*TASK INPUTS*:

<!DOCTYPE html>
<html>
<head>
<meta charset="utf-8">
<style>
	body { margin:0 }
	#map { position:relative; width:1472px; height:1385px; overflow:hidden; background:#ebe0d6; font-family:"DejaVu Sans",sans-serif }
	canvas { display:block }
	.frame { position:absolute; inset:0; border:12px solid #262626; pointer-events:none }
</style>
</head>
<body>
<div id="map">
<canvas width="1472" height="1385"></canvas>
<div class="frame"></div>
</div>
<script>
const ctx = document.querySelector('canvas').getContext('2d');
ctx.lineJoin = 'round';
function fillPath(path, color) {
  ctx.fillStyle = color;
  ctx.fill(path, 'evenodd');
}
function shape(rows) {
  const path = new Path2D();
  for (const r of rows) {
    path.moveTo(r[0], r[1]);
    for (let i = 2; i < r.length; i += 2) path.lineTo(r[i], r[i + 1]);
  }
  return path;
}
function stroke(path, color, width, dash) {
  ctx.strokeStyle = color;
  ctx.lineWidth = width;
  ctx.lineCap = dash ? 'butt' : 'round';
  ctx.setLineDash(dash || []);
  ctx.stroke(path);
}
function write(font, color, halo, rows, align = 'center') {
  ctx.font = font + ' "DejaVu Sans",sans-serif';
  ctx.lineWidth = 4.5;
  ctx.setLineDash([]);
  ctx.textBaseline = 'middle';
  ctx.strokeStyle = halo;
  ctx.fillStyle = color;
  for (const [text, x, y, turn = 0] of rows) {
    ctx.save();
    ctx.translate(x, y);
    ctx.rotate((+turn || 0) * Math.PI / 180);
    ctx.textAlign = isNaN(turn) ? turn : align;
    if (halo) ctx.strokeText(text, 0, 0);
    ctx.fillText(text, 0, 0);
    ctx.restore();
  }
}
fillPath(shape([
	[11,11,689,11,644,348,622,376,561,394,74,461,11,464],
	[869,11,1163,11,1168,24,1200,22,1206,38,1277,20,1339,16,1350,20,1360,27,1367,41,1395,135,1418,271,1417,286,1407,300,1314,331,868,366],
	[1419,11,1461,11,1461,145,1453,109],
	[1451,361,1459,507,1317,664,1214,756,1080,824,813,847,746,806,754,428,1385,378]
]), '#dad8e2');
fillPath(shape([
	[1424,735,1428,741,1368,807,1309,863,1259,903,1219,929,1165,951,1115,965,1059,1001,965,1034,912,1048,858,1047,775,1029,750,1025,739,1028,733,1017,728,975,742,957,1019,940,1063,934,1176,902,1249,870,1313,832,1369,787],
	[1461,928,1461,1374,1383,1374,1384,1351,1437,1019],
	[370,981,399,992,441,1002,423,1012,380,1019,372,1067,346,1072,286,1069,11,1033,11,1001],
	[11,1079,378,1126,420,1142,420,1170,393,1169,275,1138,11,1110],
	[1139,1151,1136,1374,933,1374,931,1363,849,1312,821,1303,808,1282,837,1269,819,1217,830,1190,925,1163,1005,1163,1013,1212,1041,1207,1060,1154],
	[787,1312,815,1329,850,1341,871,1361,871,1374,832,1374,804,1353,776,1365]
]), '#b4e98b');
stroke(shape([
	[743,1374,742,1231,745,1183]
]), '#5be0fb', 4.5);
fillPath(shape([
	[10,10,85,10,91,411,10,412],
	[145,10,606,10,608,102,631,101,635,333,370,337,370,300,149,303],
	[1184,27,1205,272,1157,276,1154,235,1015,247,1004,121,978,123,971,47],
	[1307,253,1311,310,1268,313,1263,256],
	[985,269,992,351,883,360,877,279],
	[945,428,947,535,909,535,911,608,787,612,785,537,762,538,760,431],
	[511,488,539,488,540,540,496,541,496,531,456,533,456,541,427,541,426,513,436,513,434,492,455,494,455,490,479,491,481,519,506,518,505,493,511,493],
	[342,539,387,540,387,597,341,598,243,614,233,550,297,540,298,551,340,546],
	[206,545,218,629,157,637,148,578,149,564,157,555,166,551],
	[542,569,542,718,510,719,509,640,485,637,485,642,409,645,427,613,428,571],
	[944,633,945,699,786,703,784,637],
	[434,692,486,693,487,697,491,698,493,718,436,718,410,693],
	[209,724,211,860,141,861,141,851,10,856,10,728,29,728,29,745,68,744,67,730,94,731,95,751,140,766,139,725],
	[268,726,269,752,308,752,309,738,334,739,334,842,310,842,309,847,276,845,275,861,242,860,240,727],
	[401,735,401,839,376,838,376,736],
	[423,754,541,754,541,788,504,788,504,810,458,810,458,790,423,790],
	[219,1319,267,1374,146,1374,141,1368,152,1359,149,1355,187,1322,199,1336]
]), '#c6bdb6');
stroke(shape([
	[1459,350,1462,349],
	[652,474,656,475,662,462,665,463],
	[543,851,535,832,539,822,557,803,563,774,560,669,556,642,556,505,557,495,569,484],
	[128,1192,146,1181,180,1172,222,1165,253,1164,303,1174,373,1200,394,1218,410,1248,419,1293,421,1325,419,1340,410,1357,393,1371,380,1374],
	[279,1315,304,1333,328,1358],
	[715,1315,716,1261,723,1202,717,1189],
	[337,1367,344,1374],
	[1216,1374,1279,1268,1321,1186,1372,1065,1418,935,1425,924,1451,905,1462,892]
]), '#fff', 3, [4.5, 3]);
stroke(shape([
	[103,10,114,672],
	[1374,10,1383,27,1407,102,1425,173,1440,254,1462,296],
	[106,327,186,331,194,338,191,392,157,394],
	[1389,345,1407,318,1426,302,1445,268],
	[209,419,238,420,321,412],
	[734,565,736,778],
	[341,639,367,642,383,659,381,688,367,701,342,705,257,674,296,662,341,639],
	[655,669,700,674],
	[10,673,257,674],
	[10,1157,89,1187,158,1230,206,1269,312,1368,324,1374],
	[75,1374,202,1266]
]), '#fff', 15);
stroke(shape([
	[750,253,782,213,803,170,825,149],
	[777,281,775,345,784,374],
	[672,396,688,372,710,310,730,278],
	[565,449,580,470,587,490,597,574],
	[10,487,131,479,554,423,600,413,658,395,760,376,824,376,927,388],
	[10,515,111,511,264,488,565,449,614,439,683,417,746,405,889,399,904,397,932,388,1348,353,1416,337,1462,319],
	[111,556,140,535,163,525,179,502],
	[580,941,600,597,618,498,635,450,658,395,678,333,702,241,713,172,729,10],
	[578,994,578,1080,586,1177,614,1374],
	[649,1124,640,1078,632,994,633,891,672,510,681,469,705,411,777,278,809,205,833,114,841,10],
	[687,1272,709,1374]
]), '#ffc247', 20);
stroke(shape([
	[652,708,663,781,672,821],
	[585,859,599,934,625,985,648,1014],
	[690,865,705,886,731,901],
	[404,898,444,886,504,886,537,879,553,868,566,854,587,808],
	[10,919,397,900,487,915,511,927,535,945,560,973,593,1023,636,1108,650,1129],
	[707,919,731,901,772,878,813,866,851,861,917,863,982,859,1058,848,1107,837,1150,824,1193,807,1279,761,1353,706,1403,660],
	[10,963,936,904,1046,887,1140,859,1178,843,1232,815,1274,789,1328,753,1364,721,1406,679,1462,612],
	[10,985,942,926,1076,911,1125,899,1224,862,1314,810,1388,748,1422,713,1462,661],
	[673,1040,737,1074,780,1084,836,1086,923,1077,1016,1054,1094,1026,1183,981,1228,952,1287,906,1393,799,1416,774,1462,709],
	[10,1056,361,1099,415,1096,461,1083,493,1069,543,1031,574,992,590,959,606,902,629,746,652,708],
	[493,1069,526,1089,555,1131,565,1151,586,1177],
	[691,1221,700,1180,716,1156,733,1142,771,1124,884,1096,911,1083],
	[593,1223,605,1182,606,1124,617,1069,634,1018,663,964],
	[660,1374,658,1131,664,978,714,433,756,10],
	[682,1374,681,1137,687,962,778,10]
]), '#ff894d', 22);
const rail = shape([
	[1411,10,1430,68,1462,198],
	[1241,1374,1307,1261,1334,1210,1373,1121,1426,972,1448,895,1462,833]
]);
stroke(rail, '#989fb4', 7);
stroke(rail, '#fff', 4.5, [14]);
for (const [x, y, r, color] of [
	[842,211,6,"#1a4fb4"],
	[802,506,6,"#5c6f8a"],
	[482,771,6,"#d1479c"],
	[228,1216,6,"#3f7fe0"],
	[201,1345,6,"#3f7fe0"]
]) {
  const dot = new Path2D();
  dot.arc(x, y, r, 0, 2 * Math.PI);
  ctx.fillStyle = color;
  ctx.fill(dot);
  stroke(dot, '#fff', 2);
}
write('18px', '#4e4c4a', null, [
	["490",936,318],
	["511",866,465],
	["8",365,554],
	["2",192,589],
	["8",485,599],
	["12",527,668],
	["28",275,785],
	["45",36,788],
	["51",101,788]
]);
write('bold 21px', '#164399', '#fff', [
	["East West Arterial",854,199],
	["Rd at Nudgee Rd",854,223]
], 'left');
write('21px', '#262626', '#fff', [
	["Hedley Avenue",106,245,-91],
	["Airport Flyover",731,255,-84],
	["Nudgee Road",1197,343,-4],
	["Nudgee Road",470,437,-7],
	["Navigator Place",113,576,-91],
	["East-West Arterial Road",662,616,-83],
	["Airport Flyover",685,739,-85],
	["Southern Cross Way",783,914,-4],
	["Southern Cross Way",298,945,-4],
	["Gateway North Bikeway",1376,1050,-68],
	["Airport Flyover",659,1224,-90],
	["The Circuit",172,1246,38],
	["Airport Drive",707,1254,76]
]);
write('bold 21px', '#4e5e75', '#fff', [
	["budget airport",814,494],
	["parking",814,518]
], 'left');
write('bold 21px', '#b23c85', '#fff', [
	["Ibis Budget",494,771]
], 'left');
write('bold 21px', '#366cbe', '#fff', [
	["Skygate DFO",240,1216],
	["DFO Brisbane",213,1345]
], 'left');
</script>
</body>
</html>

*WHAT IS BEING ASKED*: Check each line above for the string "canvas", then copy the ones that have it.

*RESPONSE TO THIS EXERCISE*:
	canvas { display:block }
<canvas width="1472" height="1385"></canvas>
const ctx = document.querySelector('canvas').getContext('2d');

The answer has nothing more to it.